# New York City |Summer 2007|



## oliver999 (Aug 4, 2006)

waitting 10 minutes to show off all the pics, but worth it.


----------



## Bond James Bond (Aug 23, 2002)

Yep, that's what Manhattan pretty much looks like.


----------



## cmoonflyer (Aug 17, 2005)

It is nice enough !


----------



## Ekumenopolis (Feb 2, 2005)

Great pics! A friend of mine went to NYC last week, and his pics were more or less like those.. a must see!


----------



## xlchris (Jun 23, 2006)

Great pics! Well done, i'd love to go there once, maby live there:lol:


----------



## Top Gear (Sep 19, 2005)

oliver999
yeah... sorry about that. The page was getting too long and wanted to start fresh on second page

xlchrisij
I'd like to live in Manhattan also. It has so much energy!

Everyone else
thanks  
will post rest of the pictures now


----------



## Top Gear (Sep 19, 2005)

The Empire state observatory was by far the best one I've been to 
The height is just right and price is way cheaper than Toronto's CN Tower and there is just much more to see!

Looking *West*




























Some new condo developments










Looking *South* - This one looks considerably high










Lots of same looking apartment buildings, the kind you see on SC4. Can someone enlighten me as to what this district is called?










Lower Manhattan




























The New Jersey skyline










Looking *East*


----------



## Top Gear (Sep 19, 2005)

Subtly different



















Now, to the best of the four sides - Looking *North*





































Times Square










Looking *Up* 










Looking *East* again towards Long Island










Cruise ship!










A graveyard and Industrial buildings 










This is not my pic but it was featured on Wikipedia. Could that be the same cemetery as the one above?

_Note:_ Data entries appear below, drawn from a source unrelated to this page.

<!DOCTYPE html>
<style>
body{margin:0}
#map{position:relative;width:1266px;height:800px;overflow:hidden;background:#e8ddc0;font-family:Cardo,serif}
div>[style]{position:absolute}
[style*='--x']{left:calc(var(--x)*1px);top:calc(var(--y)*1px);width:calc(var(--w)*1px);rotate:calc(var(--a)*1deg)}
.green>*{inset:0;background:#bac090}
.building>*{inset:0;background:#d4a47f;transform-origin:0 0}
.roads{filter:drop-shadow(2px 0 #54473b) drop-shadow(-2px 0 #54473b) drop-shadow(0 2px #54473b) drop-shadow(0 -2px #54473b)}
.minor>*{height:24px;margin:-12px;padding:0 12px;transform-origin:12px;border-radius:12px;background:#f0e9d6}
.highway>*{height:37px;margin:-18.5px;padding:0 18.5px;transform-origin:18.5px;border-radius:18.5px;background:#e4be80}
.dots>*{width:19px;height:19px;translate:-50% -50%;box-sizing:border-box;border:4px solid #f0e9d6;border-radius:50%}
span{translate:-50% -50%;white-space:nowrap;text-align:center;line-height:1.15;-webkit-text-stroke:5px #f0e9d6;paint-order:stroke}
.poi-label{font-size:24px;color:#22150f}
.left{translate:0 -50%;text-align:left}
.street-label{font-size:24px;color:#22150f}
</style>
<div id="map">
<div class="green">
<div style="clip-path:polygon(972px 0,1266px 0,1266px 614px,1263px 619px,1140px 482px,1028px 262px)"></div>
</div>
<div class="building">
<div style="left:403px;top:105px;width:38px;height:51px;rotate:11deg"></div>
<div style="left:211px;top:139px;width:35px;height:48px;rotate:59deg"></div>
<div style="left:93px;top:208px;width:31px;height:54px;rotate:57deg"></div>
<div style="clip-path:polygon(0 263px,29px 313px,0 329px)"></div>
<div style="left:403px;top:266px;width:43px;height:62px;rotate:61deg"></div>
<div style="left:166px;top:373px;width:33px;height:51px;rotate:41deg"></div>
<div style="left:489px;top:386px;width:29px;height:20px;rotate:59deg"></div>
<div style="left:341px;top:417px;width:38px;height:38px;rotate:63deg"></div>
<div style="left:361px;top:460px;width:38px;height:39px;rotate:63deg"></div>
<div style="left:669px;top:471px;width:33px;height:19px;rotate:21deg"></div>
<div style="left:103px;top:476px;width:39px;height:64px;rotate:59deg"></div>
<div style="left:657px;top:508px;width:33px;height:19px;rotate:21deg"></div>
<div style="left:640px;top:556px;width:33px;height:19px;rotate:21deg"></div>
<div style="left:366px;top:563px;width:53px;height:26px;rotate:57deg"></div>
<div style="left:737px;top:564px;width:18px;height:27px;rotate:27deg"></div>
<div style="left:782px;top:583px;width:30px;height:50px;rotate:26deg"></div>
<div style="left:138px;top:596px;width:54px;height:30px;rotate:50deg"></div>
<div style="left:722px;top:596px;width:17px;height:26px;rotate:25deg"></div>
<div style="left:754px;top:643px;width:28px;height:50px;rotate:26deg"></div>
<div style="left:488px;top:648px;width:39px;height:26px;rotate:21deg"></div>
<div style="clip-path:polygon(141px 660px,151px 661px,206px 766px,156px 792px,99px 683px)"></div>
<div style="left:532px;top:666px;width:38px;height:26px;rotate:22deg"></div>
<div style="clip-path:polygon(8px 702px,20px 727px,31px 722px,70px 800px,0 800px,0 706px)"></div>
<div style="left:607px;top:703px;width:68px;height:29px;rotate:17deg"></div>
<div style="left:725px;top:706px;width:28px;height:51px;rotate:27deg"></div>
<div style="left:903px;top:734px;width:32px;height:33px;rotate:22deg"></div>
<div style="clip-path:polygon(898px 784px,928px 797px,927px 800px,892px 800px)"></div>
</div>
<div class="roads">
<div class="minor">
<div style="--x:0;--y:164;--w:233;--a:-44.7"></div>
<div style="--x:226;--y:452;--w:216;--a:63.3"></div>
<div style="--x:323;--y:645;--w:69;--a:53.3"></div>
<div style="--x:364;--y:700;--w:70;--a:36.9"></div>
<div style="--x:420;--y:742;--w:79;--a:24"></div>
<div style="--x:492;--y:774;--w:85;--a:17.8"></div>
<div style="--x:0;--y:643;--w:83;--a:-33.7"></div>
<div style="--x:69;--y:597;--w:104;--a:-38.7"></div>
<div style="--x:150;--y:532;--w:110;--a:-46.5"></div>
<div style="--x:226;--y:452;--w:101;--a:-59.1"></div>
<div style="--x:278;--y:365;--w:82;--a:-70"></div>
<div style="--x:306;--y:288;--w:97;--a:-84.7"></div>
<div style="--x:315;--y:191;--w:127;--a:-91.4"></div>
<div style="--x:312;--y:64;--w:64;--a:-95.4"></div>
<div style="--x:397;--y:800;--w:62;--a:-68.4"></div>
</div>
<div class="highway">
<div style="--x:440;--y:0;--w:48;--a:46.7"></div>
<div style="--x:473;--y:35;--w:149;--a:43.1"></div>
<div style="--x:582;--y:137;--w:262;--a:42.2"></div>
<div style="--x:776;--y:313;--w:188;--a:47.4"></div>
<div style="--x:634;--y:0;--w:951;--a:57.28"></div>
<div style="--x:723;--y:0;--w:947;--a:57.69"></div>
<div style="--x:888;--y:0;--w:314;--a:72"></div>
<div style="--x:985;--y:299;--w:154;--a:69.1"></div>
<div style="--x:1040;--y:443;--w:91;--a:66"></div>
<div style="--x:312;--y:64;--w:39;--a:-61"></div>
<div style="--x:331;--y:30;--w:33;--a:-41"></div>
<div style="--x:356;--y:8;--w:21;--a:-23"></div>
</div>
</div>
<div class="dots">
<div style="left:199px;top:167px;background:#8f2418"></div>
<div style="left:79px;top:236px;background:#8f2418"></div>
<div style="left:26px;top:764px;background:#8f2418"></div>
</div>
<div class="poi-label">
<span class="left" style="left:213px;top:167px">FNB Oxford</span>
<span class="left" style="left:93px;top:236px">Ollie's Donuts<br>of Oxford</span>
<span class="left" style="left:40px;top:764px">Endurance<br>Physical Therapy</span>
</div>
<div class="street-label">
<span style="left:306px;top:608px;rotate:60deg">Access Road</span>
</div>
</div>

More Lower Manhattan ( *South* )



















Jersey City




























The Flatiron- reportedly "the most photographed skyscraper in the world"
Also known as the "Daily Bugle" headquarters in the Spiderman movies










*North* again
The Top of the Rock observatory- another excellent alternative to Empire State. Look hard enough and you'll find hordes of tourists in that picture. Will have to visit there on my next trip.


----------



## Top Gear (Sep 19, 2005)

Back on ground- no clue where this is 










Now some night pictures, the ones that turned out at least. I didn't have a tripod with me. Next time, I will definitely take more pictures at night, and bring a tripod. 

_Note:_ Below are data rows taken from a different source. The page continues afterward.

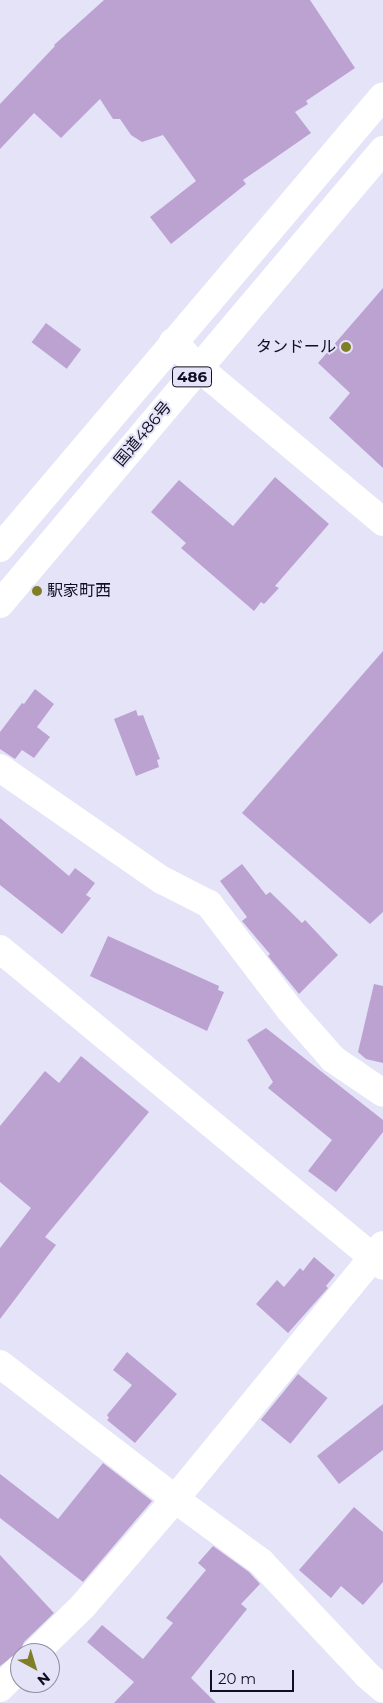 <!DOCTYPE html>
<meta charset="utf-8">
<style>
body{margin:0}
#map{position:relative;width:383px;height:1703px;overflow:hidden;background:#e4e3f8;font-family:Montserrat,"Noto Sans JP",sans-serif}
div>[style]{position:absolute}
.building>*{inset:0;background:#bba2d1;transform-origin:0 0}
.street>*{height:28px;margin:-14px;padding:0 14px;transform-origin:14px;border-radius:14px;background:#fff}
.secondary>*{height:28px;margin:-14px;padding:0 14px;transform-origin:14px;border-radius:14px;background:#fff}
.highway>*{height:28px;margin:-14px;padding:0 14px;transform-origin:14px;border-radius:14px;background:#fff}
.dots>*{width:14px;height:14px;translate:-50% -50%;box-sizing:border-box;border:2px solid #e4e3f8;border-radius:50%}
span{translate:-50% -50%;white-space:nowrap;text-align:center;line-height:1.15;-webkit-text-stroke:4px #e4e3f8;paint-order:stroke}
.shield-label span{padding:1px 4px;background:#e4e3f8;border:1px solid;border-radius:4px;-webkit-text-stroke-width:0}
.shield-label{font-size:15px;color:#110e20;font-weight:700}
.poi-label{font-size:16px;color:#110e20}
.right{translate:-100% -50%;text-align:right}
.left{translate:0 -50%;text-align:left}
.street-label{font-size:16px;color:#110e20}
.north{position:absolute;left:10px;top:1643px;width:50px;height:50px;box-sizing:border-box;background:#e4e3f8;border:1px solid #908ea2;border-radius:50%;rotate:141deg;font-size:14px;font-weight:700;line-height:20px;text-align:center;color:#110e20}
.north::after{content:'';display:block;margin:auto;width:18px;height:22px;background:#807f28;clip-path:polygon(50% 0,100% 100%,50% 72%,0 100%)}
.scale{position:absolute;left:210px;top:1670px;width:84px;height:22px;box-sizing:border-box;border:2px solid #110e20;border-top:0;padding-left:6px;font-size:15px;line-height:18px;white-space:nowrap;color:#110e20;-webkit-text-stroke:4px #e4e3f8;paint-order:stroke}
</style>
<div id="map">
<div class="building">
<div style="clip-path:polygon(104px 0,310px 0,355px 68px,306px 101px,308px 104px,295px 112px,311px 133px,243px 180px,246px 184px,171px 244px,150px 217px,196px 181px,163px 135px,142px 142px,131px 135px,120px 119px,113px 119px,100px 99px,61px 138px,34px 113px,0 149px,0 104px,55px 46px,54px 45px)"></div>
<div style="clip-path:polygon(383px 288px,383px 468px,329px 418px,350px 393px,318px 363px)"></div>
<div style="left:46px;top:323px;width:44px;height:24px;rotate:37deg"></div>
<div style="clip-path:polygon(275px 477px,329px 524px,275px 586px,279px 588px,264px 604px,261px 602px,254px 611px,181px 548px,186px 543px,151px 512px,179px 480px,233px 526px)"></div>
<div style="clip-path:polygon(383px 651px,383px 912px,370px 924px,242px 813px)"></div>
<div style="clip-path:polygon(35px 689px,54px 704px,37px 727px,50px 737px,34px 758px,22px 750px,15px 759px,0 749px,0 732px,22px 703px,24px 704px)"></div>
<div style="clip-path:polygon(136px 710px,138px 716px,143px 715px,160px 759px,157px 760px,159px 767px,136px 776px,114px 719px)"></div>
<div style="clip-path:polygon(0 818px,69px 876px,75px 868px,95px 883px,86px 895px,91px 898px,62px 934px,0 885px)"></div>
<div style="clip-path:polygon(242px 864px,266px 895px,270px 892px,302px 923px,305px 920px,338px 955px,299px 994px,268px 956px,270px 954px,242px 921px,247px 917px,220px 881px)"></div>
<div style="clip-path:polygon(108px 936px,219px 986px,218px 990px,224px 992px,207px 1031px,90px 976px)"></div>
<div style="clip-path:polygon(374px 984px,383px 986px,383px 1063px,366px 1059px,358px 1052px)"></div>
<div style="clip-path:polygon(266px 1028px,383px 1120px,383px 1132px,336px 1192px,308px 1171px,332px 1140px,268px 1088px,273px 1082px,247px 1040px)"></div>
<div style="clip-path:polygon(81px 1056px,149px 1112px,45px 1237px,56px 1245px,0 1319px,0 1248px,31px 1208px,0 1182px,0 1126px,45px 1071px,59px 1083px)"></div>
<div style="clip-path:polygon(314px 1257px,335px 1275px,326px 1286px,328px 1288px,288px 1333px,256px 1304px,277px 1280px,284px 1287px,300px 1268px,303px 1271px)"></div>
<div style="clip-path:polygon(127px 1352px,177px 1394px,135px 1443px,107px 1420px,109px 1418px,107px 1415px,132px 1385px,113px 1370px)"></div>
<div style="left:298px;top:1374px;width:38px;height:59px;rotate:39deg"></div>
<div style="clip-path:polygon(383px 1404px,383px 1450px,339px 1484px,317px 1456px)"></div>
<div style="clip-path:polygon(103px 1463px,152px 1501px,83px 1582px,0 1518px,0 1474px,58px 1519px)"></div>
<div style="clip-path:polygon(354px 1507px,383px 1532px,383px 1582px,363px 1605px,341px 1586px,331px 1598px,299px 1570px)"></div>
<div style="clip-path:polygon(213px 1546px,249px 1572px,260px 1584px,241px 1604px,247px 1609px,191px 1678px,216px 1703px,114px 1703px,134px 1682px,87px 1642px,102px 1625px,143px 1659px,173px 1623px,166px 1618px,206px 1570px,198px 1563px)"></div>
<div style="clip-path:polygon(0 1555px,54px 1613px,24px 1642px,20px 1651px,0 1666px)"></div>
</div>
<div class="street">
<div style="left:173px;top:342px;width:37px;rotate:45deg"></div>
<div style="left:199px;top:368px;width:240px;rotate:39.9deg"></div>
<div style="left:0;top:768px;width:197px;rotate:34.7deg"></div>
<div style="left:162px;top:880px;width:53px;rotate:27.1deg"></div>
<div style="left:209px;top:904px;width:133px;rotate:52.6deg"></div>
<div style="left:290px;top:1010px;width:65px;rotate:48.7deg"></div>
<div style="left:333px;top:1059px;width:60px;rotate:34.2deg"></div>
<div style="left:0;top:1364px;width:221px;rotate:37.6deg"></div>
<div style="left:175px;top:1499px;width:107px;rotate:36.2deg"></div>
<div style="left:261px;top:1562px;width:155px;rotate:46.8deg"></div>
<div style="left:367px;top:1675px;width:21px;rotate:41deg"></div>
<div style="left:35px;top:1653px;width:67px;rotate:-44.4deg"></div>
<div style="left:83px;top:1606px;width:141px;rotate:-49.3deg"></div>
<div style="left:175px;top:1499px;width:328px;rotate:-50.7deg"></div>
<div style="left:0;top:1688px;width:28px;rotate:-45deg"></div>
</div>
<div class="secondary">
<div style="left:0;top:949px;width:497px;rotate:39.6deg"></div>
</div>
<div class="highway">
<div style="left:0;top:548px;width:592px;rotate:-49.72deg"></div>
<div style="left:0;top:604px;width:594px;rotate:-49.85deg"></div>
</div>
<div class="dots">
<div style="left:346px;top:347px;background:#807f28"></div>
<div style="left:37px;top:591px;background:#807f28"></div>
</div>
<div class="shield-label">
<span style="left:192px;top:377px">486</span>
</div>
<div class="poi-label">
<span class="right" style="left:336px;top:347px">タンドール</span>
<span class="left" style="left:47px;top:591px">駅家町西</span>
</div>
<div class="street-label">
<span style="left:143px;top:434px;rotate:-50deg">国道486号</span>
</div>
<div class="north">N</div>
<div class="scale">20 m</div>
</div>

This is looking south towards Manhattan across the Hudson River from New Jersey 




























On the day of return, from my hotel room somewhere in the northern suburbs 










Greenery is abundant in New York State




























~Fin~​

Thanks for looking at my pictures of New York City. All comments and criticisms are welcome as I'm trying to improve my photography skills. 
Now I need to pack for my trip to Tokyo and Seoul tomorrow- the other two of the three largest cities in the world (by population). I will bring back even more pictures, this time in DSLR form factor, to post so look for it! :cheers:


----------



## sbarn (Mar 19, 2004)

strifedaniel said:


> Lots of same looking apartment buildings, the kind you see on SC4. Can someone enlighten me as to what this district is called?


Stuyvesant Town & Peter Cooper Village... originally built for middle income housing after the Second World War and recently sold to a private developer for $5.4 Billion dollars which was the largest real estate transaction in U.S. history. The future of this area is uncertain... although unlikely to change too dramatically in the near future.

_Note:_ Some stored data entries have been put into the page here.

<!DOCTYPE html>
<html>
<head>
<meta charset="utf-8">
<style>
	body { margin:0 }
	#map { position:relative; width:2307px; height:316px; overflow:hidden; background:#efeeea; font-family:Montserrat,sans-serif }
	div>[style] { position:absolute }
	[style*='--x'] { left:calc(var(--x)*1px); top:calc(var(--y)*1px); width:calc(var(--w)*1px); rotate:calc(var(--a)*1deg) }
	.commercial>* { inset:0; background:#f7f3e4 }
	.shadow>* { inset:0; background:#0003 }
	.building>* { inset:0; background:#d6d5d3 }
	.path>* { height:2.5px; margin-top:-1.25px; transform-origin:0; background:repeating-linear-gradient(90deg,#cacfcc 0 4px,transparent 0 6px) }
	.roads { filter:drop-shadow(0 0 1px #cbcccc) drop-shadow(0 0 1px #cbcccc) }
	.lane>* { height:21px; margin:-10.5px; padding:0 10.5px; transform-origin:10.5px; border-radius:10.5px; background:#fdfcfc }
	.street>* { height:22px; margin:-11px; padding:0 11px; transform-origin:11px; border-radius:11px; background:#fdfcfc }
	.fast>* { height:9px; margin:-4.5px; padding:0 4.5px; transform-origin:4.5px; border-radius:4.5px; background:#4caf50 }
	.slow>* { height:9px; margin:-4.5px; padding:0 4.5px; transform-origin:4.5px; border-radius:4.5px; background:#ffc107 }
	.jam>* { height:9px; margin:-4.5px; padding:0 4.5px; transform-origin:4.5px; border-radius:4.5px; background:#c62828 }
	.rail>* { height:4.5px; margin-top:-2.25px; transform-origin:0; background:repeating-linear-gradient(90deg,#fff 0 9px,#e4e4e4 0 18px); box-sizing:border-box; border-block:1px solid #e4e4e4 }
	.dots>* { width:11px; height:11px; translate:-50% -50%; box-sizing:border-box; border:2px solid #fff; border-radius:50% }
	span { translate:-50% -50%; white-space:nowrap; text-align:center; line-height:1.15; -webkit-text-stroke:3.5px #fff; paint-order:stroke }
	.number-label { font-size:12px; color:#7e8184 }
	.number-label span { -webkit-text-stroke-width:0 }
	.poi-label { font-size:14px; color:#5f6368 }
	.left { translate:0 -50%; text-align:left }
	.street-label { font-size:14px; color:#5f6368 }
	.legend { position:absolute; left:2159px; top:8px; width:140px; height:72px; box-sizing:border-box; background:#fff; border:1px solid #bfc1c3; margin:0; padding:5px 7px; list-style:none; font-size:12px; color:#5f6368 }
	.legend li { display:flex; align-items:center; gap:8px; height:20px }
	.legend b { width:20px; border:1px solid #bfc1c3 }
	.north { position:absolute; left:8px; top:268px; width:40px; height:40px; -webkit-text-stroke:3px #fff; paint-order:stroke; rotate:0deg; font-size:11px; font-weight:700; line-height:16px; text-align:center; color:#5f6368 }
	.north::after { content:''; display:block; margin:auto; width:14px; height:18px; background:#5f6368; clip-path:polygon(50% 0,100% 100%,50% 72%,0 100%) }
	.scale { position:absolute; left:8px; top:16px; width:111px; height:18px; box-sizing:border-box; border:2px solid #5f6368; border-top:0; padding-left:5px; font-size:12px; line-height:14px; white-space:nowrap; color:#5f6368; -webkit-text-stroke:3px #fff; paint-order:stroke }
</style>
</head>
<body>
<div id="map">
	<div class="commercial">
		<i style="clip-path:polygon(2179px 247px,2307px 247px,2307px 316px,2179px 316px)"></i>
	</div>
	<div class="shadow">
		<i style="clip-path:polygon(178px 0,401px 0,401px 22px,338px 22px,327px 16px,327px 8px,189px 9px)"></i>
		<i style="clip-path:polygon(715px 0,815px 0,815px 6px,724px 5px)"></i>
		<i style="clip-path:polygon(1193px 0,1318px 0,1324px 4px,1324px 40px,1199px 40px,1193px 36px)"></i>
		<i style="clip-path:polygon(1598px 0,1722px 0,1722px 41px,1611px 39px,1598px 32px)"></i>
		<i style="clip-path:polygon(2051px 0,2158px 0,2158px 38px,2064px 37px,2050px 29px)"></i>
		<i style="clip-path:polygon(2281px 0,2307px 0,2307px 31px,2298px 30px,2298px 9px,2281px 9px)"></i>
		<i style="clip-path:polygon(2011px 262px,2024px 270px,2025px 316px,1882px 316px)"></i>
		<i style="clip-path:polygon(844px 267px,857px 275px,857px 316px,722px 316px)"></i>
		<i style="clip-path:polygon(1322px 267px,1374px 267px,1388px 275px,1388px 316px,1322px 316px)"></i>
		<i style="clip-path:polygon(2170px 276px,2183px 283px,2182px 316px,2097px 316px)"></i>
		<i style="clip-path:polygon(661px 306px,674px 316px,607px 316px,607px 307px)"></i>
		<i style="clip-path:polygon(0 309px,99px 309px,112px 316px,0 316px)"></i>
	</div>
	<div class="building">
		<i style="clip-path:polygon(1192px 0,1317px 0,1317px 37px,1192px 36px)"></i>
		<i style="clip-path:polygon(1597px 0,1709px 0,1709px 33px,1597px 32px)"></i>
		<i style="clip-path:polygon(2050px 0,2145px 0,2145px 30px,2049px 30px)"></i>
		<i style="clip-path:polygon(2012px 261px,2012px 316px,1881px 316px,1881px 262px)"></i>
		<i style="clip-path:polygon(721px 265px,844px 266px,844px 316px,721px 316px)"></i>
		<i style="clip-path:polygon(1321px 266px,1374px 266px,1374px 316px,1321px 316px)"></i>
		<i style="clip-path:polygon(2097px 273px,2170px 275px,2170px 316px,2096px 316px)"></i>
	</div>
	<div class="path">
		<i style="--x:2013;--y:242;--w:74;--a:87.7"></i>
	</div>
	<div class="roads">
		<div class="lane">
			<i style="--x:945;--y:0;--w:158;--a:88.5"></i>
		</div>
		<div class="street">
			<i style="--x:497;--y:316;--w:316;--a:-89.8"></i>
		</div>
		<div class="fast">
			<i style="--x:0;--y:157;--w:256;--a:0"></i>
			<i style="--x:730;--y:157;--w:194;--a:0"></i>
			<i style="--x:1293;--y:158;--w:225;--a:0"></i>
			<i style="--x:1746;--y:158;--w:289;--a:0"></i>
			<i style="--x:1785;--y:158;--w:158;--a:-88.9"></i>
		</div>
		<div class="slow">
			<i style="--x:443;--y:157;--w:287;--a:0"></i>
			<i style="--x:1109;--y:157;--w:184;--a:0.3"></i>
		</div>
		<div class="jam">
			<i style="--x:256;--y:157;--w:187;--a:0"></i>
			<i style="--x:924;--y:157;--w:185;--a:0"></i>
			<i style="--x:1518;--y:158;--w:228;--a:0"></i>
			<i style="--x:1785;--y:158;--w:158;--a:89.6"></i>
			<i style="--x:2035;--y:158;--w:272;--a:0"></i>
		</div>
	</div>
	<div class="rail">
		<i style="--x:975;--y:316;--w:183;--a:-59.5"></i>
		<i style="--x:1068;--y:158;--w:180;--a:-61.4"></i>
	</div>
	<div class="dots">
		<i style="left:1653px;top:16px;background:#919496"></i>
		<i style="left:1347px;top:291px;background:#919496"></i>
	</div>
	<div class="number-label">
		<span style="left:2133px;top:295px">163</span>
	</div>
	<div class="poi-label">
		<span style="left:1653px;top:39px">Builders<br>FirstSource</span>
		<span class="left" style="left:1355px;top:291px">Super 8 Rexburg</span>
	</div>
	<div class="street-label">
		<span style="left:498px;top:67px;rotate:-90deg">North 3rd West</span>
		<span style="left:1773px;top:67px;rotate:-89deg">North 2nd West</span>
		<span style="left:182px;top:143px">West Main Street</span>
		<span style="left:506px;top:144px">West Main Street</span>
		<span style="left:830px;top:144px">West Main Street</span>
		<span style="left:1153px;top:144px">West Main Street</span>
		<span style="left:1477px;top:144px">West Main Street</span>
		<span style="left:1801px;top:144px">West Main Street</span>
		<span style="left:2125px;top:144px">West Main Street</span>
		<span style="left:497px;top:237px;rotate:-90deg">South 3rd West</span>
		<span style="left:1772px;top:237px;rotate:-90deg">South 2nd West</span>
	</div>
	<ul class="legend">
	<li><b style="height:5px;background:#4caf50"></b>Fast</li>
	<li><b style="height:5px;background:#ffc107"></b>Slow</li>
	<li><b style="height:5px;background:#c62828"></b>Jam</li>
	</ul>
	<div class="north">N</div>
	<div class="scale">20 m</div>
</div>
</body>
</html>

Great thread, I enjoyed your pix! :cheers:


----------



## Gav-Mish (Jul 9, 2007)

Nice collection you put up there. I like it!


----------



## Philamerican (Feb 2, 2006)

Is it just me, or was the Flatiron cleaned? It sparkles!


----------



## streetscapeer (Apr 30, 2004)

you and your pic are awesome...I'll be waiting for more of your pics, keep clicking away


----------



## ROYU (Jul 19, 2004)

Your pics are awesome. I love NYC is definetely one of the best cities in the world.


----------



## TalB (Jun 8, 2005)

The last few pics look like they were taken near Tarrytown at one of the hotels.


----------



## Christian urbanite (Jul 14, 2007)

Great photos. I was just in New York nearly 2 weeks ago, and I really want to live there. btw you might be seeing some photos of my trip pretty soon.


----------



## Kraftmeister (Dec 14, 2006)

New York is so amazing! Thanks for your pictures, I love them!


----------



## mitasis (Feb 21, 2007)

More than amazing!!! I really love New York, I was there some months ago...


----------



## rober2010 (Dec 31, 2006)

nice pics i love ny


----------



## OtAkAw (Aug 5, 2004)

This city is just amazing...


----------